* WHAT THE TASK ASKS
Could you restate the entries word for word, without the images?

(Stored items)
****************

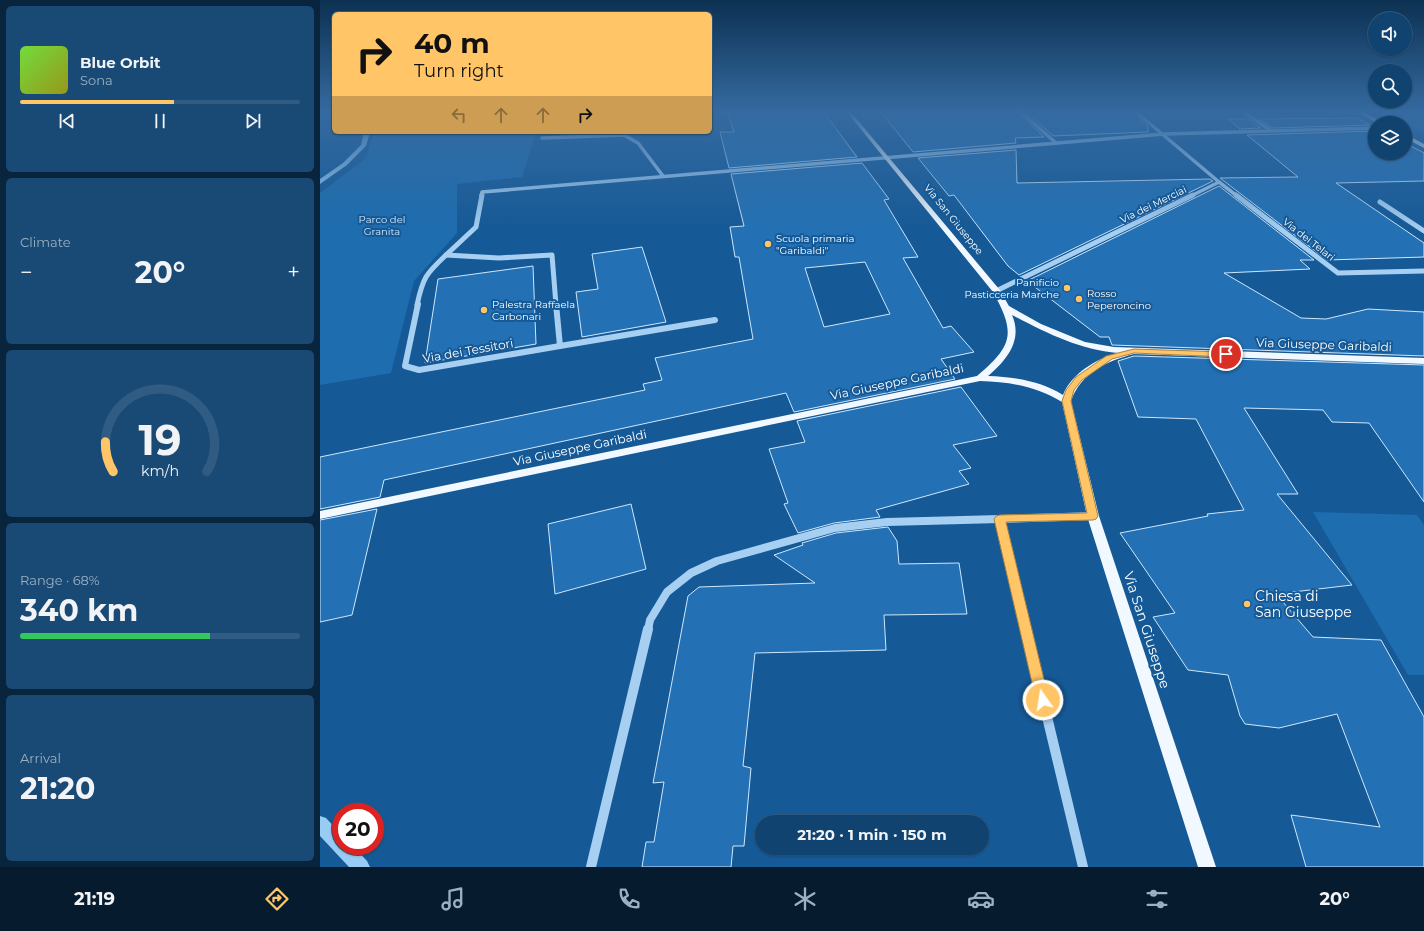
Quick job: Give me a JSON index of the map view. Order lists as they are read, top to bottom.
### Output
{
  "streets": {
    "main road": ["Via San Giuseppe", "Via Giuseppe Garibaldi"],
    "street": ["Via dei Merciai", "Via dei Telari", "Via dei Tessitori"]
  },
  "crossings": [
    ["Via dei Merciai", "Via San Giuseppe"],
    ["Via dei Merciai", "Via dei Telari"],
    ["Via San Giuseppe", "Via Giuseppe Garibaldi"],
    ["Via San Giuseppe", "Via dei Tessitori"]
  ],
  "parks": ["Parco del Granita"],
  "places": [
    "Scuola primaria \"Garibaldi\"",
    "Panificio Pasticceria Marche",
    "Rosso Peperoncino",
    "Palestra Raffaela Carbonari",
    "Chiesa di San Giuseppe"
  ],
  "page": {
    "turn": ["40 m", "Turn right"],
    "song": ["Blue Orbit", "Sona"],
    "tile": [
      "Climate",
      ["Range · 68%", "340 km"],
      ["Arrival", "21:20"]
    ],
    "heat": ["−", "20°", "+"],
    "limit": "20",
    "trip": "21:20 · 1 min · 150 m",
    "tabs": ["21:19", "20°"],
    "gauge": ["19", "km/h"]
  }
}
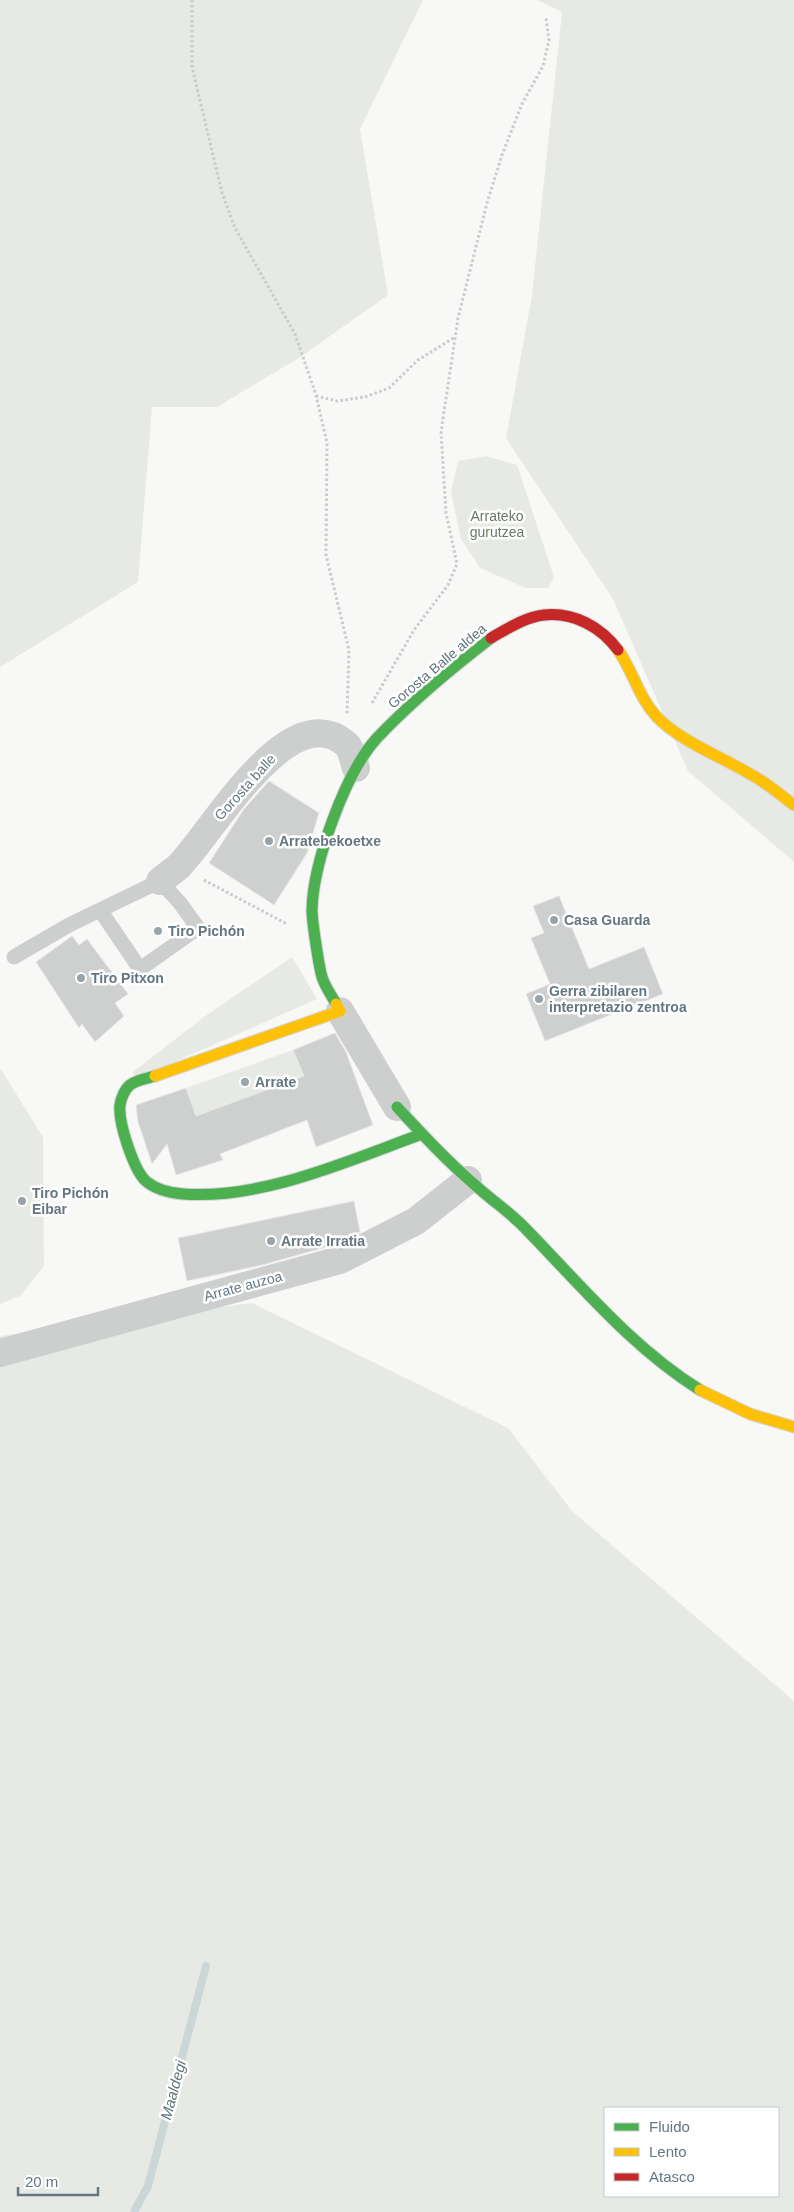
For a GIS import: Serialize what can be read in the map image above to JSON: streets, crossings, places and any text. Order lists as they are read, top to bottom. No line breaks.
{"streets":{"street":["Gorosta Balle aldea","Gorosta balle","Arrate auzoa"]},"crossings":[["Gorosta Balle aldea","Gorosta balle"]],"water":["Maaldegi"],"parks":["Arrateko gurutzea"],"places":["Arratebekoetxe","Casa Guarda","Tiro Pichón","Tiro Pitxon","Gerra zibilaren interpretazio zentroa","Arrate","Tiro Pichón Eibar","Arrate Irratia"],"legend":["Fluido","Lento","Atasco"],"scale_bar":"20 m"}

****************

* RESULT
Quick job: Give me a JSON index of the map view. Order lists as they are read, top to bottom.
### Output
{
  "streets": {
    "main road": ["Via San Giuseppe", "Via Giuseppe Garibaldi"],
    "street": ["Via dei Merciai", "Via dei Telari", "Via dei Tessitori"]
  },
  "crossings": [
    ["Via dei Merciai", "Via San Giuseppe"],
    ["Via dei Merciai", "Via dei Telari"],
    ["Via San Giuseppe", "Via Giuseppe Garibaldi"],
    ["Via San Giuseppe", "Via dei Tessitori"]
  ],
  "parks": ["Parco del Granita"],
  "places": [
    "Scuola primaria \"Garibaldi\"",
    "Panificio Pasticceria Marche",
    "Rosso Peperoncino",
    "Palestra Raffaela Carbonari",
    "Chiesa di San Giuseppe"
  ],
  "page": {
    "turn": ["40 m", "Turn right"],
    "song": ["Blue Orbit", "Sona"],
    "tile": [
      "Climate",
      ["Range · 68%", "340 km"],
      ["Arrival", "21:20"]
    ],
    "heat": ["−", "20°", "+"],
    "limit": "20",
    "trip": "21:20 · 1 min · 150 m",
    "tabs": ["21:19", "20°"],
    "gauge": ["19", "km/h"]
  }
}
For a GIS import: Serialize what can be read in the map image above to JSON: streets, crossings, places and any text. Order lists as they are read, top to bottom. No line breaks.
{"streets":{"street":["Gorosta Balle aldea","Gorosta balle","Arrate auzoa"]},"crossings":[["Gorosta Balle aldea","Gorosta balle"]],"water":["Maaldegi"],"parks":["Arrateko gurutzea"],"places":["Arratebekoetxe","Casa Guarda","Tiro Pichón","Tiro Pitxon","Gerra zibilaren interpretazio zentroa","Arrate","Tiro Pichón Eibar","Arrate Irratia"],"legend":["Fluido","Lento","Atasco"],"scale_bar":"20 m"}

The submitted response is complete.